Perhaps she needed a different type of specialist, some one older, kinder, and a woman. Instead she continued to write them down, as the evil villain, the destructive curse in every girl’s, like Sophie’s, life.
Henrietta faded back into the present, “I hate to inform you, but your last test displayed some complications. We believed your intended surgery will no longer be possible.”
He couldn’t, or wouldn’t, look her in her eyes. He was still looking through draws. Henrietta had noticed the slightly increased level of volume in his voice, not filled with guilt or sympathy, but just to show he found it obligatory to talk to an elderly person in a raised tone; even though he knew her hearing was perfectly fine. She was ignoring what he had actually said, departing in and out of her subconscious.
“We have run out of treatment options I am afraid,” the words her doctor spoke shattered the plots forming in her mind.

The appointment ended with Henrietta signing necessary documents begrudgingly and being hastily pushed out of the building. Perhaps they were ushering her rapidly as a new patient could substitute her following appointments, or just to make her rush, scamper to her death, instead of letting it come to her.

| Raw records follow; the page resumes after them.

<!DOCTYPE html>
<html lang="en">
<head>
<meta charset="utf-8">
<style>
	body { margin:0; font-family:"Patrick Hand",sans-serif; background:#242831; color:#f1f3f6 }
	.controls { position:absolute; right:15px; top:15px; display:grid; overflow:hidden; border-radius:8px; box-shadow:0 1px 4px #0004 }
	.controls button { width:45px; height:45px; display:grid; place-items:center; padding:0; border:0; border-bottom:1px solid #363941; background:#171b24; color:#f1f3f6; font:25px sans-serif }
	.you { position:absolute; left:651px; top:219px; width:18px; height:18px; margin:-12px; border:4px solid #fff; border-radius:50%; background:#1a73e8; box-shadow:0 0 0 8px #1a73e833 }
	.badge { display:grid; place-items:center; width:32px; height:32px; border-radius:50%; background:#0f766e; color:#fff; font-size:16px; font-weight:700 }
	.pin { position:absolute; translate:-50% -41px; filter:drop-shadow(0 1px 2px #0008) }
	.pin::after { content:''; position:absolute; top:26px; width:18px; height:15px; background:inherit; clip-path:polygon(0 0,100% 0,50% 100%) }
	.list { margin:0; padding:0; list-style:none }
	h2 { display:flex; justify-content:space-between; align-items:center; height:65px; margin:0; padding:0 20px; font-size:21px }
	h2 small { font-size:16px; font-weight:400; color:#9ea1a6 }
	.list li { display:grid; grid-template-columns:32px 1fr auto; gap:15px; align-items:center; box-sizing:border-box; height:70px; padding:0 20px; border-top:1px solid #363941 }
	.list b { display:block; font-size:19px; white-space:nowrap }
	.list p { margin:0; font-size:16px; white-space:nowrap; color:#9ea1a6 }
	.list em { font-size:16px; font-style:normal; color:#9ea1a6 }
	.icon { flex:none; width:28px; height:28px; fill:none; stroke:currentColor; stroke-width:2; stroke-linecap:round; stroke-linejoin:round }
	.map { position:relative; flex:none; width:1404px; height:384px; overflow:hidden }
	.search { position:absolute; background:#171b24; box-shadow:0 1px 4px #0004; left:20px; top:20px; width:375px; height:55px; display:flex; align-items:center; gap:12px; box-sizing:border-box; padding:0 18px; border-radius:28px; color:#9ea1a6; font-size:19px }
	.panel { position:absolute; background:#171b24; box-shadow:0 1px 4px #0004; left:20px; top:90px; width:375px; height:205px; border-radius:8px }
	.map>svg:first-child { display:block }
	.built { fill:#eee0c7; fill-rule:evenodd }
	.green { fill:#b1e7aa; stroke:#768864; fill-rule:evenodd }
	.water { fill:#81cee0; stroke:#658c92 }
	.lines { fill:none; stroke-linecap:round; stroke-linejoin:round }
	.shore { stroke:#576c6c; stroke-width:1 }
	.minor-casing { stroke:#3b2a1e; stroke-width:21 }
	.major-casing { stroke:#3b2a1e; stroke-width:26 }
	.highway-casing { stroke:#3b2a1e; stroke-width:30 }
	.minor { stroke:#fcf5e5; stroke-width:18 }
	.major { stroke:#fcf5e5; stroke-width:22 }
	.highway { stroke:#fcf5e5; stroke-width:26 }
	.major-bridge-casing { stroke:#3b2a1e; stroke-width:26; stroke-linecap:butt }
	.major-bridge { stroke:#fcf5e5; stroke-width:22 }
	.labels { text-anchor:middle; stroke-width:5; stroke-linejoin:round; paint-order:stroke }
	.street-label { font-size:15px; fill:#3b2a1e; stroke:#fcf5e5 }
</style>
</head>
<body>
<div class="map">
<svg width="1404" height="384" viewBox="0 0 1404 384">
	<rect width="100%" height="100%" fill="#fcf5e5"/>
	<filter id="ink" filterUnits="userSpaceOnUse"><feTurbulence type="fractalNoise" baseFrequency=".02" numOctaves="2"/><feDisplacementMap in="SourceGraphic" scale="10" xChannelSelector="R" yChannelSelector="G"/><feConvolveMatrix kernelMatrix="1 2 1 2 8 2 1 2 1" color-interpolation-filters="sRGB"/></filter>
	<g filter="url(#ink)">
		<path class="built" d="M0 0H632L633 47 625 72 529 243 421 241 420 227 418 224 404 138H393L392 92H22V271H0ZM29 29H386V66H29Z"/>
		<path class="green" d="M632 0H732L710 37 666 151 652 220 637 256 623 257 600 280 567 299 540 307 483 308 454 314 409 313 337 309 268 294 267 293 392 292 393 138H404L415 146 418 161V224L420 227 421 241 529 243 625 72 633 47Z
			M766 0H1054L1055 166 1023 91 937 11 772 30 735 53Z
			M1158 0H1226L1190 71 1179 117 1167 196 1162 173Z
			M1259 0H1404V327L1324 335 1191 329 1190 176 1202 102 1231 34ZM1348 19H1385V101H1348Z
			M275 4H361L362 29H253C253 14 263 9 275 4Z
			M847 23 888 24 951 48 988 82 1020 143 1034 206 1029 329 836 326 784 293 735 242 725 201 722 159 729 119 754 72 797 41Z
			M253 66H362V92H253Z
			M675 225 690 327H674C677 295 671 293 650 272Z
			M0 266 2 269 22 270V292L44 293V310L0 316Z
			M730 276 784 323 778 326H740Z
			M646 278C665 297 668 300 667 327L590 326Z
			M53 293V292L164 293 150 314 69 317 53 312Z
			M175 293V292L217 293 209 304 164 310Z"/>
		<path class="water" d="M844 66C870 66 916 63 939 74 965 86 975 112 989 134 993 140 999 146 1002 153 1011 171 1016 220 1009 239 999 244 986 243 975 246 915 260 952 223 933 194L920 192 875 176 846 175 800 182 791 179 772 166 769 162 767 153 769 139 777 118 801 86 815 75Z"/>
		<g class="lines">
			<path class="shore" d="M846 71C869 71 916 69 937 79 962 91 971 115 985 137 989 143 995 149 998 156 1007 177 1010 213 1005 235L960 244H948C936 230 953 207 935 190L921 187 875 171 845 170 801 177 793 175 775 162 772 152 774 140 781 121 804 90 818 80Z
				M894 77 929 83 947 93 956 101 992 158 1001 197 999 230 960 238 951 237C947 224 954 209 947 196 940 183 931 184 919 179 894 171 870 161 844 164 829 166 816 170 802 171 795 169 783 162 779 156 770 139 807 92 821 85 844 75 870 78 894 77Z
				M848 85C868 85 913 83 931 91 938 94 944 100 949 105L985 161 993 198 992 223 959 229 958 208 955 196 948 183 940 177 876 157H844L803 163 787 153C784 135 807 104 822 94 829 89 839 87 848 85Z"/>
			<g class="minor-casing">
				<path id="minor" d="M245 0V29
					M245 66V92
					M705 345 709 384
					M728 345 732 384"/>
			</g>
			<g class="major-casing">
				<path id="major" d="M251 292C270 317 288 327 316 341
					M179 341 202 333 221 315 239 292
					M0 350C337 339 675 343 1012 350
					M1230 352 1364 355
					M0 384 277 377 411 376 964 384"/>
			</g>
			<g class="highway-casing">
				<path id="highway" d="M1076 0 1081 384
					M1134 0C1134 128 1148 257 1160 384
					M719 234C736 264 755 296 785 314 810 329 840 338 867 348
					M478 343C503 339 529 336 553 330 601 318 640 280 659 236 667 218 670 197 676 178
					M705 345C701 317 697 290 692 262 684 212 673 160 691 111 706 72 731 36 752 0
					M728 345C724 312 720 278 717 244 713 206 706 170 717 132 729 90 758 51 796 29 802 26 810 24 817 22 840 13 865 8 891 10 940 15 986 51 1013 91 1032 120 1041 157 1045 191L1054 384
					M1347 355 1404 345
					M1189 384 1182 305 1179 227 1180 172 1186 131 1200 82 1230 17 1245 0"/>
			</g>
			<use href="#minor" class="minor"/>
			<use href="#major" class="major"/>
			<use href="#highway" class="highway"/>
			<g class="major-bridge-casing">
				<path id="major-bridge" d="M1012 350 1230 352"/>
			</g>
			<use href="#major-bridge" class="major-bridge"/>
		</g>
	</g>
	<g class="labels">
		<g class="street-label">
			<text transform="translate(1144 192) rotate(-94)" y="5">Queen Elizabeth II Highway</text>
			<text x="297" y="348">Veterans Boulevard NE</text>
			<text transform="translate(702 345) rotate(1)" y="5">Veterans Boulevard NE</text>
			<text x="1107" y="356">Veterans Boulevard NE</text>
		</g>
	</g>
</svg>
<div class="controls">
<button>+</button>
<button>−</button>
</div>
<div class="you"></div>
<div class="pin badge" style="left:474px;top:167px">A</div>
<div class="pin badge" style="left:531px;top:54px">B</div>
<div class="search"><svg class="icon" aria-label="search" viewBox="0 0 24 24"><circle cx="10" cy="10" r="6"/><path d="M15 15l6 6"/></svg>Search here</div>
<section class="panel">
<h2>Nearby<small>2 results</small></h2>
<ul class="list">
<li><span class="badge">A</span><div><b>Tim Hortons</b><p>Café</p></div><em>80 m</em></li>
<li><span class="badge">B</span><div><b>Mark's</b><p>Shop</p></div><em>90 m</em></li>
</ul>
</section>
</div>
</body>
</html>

Henrietta was alone in her miniature dusty flat, smelling of damp timber and gradually decaying food. She had just finished squaring off the large pile of unfinished stories, a tower of at least half a meter, in the center of her coffee table. She stared directly at them, then turned her back and sat in her favorite chair. She sat and waited for her fear, death, to engulf her, all the while supposing what a great story this would have been to write.